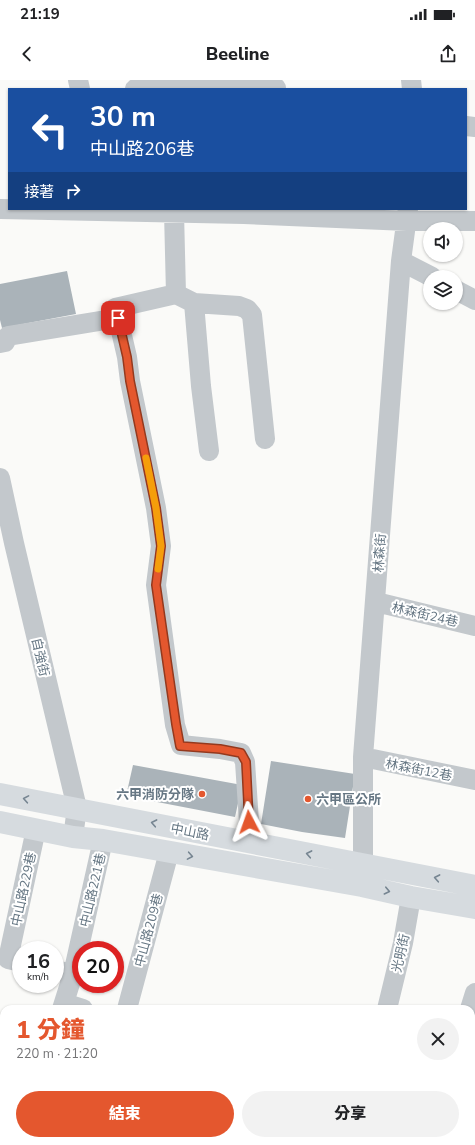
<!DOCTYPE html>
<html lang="zh-TW">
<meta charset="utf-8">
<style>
body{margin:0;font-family:"Nunito Sans","Noto Sans TC",sans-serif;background:#f2f2f2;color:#202124;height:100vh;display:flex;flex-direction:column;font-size:15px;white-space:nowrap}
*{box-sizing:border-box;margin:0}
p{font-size:13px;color:#757577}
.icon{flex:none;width:22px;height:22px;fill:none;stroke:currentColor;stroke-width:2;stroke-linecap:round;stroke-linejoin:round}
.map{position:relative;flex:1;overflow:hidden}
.drawer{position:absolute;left:0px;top:925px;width:475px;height:140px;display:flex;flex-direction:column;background:#fff;border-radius:12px 12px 0 0;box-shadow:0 1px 3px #0004}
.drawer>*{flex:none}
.top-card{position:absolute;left:8px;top:8px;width:459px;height:122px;border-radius:0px;box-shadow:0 1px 3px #0004;background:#1a4fa0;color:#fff;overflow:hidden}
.tools{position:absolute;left:423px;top:142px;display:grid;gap:8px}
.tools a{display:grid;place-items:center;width:40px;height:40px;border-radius:50%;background:#fff;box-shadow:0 1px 3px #0004;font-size:20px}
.speed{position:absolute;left:12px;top:861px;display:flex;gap:8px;font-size:20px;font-weight:700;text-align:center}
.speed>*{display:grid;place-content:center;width:52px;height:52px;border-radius:50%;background:#fff;box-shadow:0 1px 3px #0004;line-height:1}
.speed small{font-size:10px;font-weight:400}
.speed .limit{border:6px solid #d22;background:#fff;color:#111}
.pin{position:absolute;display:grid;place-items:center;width:34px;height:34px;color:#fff;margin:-17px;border-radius:8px;box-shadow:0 2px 6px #0006}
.me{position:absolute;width:44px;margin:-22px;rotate:356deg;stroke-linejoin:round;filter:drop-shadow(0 0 3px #0008)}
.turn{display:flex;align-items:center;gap:14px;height:84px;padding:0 16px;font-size:18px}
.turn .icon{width:52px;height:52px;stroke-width:2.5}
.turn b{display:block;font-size:28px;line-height:34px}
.then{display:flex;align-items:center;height:38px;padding:0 16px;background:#0003;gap:8px;font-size:15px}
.round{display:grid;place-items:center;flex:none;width:42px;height:42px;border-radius:21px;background:#f2f2f2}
.headline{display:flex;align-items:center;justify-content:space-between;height:68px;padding:0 16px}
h1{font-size:24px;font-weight:800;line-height:30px;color:#e4572e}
.button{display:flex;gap:8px;margin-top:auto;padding:8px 16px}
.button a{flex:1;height:46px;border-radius:24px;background:#e4572e;color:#fff;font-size:16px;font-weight:800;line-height:46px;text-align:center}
.button a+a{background:#f2f2f2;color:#202124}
.status{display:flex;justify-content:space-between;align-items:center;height:28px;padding:0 20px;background:#fff;direction:ltr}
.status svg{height:11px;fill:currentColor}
header{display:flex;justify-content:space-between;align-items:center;height:52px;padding:0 16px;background:#fff;font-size:18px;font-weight:800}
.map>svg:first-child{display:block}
.building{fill:#aab3b9}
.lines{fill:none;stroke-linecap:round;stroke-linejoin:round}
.minor{stroke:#c3c8cc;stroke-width:20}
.major{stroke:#d6dbdf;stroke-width:22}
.oneway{stroke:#768591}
.route-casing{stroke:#94391e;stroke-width:10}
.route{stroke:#e4572e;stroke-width:7}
.slow{stroke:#f59e0b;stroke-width:7}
.poi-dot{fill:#e4572e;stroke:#fff;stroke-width:1.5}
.labels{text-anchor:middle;stroke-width:4;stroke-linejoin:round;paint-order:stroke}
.street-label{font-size:13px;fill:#657683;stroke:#fff}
.poi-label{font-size:13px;font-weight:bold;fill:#657683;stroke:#fff;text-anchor:end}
</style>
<div class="status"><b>21:19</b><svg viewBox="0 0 49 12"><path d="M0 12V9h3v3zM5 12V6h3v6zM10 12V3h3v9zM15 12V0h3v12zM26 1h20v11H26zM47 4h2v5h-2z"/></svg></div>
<header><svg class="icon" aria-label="back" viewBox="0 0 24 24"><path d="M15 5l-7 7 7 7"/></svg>Beeline<svg class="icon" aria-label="share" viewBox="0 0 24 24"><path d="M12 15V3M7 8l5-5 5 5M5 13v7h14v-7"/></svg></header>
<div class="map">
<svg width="475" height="1065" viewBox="0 0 475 1065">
<rect width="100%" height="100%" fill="#fafaf8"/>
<path class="building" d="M 67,191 L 76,234 L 2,248 L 0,240 L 0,204 Z
M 271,681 L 355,694 L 345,758 L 302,752 L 261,744 Z
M 133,685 L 242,705 L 235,737 L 126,716 Z"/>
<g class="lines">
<path class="minor" d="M 78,0 L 80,9
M 411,0 L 412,9
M 135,9 L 145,2 L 155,1 L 248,5 L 276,8
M 466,46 L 475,47
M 0,129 L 244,134 L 407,141 L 475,141
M 174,132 L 176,214
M 401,181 L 432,197
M 456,210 L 475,220
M 194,223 L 201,306 L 209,371
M 118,238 L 127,277 L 130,301 L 156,428 L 161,466 L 156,505 L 175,645 L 181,665 L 220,669 L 241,673 L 245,682 L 249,742 L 253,763
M 0,263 L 5,262 L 8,256 L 118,238 L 115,228 L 176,214 L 194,223 L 239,226 L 247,229 L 252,235 L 265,359
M 0,398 L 14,463 L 77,728 L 73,757
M 376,522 L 475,546
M 363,677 L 475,700
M 363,800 L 363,677 L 401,181 L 408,129
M 21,882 L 8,879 L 36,749
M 55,890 L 73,894
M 64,923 L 83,929
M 62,929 L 73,894 L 103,760
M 127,929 L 169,772
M 387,929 L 403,863 L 411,817
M 470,929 L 475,913
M 0,1007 L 4,995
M 23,1065 L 25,1061
M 93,1065 L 94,1061
M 232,1065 L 233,1061
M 354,1065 L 355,1061
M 432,1065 L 433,1061"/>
<path class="major" d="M 0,714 L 475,806
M 0,742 L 73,757 L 103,760 L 362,806 L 411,817 L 475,828"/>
</g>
<defs><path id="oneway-chevron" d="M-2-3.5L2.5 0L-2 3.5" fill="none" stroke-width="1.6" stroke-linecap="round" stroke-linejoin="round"/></defs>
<g class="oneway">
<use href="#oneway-chevron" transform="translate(26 719) rotate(-170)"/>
<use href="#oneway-chevron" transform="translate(154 743) rotate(-169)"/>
<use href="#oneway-chevron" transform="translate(309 774) rotate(-169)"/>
<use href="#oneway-chevron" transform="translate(190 776) rotate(10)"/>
<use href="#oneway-chevron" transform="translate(437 798) rotate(-169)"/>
<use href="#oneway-chevron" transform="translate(387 811) rotate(13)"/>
</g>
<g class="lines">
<g class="route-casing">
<path id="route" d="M 118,238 L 127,277 L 130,301 L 156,428 L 161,466 L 156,505 L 176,644 L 180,666 L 220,669 L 241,673 L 246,682 L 249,742"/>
</g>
<use href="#route" class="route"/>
<path class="slow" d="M 146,378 L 156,428 L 161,466 L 158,489"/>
</g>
<g class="poi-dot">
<circle cx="202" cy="714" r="4"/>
<circle cx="308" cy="719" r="4"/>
</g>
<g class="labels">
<g class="street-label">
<text transform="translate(379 473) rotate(-86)" y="5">林森街</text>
<text transform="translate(425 534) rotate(13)" y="5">林森街24巷</text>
<text transform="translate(41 577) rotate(77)" y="5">自強街</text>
<text transform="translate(419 689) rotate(11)" y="5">林森街12巷</text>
<text transform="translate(190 751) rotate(11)" y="5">中山路</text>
<text transform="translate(23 809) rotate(-78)" y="5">中山路229巷</text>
<text transform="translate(92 810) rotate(-77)" y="5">中山路221巷</text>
<text transform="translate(148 850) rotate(-75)" y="5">中山路209巷</text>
<text transform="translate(400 873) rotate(-77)" y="5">光明街</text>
</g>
<g class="poi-label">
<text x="194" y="719">六甲消防分隊</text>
<text x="316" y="724" text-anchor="start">六甲區公所</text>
</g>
</g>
</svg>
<div class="tools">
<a><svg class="icon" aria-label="sound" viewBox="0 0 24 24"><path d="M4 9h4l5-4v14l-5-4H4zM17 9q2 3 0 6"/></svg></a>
<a><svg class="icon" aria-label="layers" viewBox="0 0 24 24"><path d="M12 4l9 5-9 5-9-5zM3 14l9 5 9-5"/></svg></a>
</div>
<div class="speed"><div>16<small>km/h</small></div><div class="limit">20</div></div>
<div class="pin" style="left:118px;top:238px;background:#d93025"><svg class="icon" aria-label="arrive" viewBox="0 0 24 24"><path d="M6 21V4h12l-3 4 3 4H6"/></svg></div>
<svg class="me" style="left:249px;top:742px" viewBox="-20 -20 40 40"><path d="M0-17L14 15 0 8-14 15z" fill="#e4572e" stroke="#fff" stroke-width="4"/></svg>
<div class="top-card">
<div class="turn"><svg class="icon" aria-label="left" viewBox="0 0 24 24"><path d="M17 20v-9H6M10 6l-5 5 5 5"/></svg><div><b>30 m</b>中山路206巷</div></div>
<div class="then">接著<svg class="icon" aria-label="right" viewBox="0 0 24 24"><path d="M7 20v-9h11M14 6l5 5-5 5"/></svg></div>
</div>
<section class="drawer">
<div class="headline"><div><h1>1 分鐘</h1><p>220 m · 21:20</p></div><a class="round"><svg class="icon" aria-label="close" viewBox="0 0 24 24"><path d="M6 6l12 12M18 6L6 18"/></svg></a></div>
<div class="button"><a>結束</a><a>分享</a></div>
</section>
</div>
------------------------------------
Work required:
Once you find the string "tools" in a line of the records, copy that line.

Written response:
.tools{position:absolute;left:423px;top:142px;display:grid;gap:8px}
.tools a{display:grid;place-items:center;width:40px;height:40px;border-radius:50%;background:#fff;box-shadow:0 1px 3px #0004;font-size:20px}
<div class="tools">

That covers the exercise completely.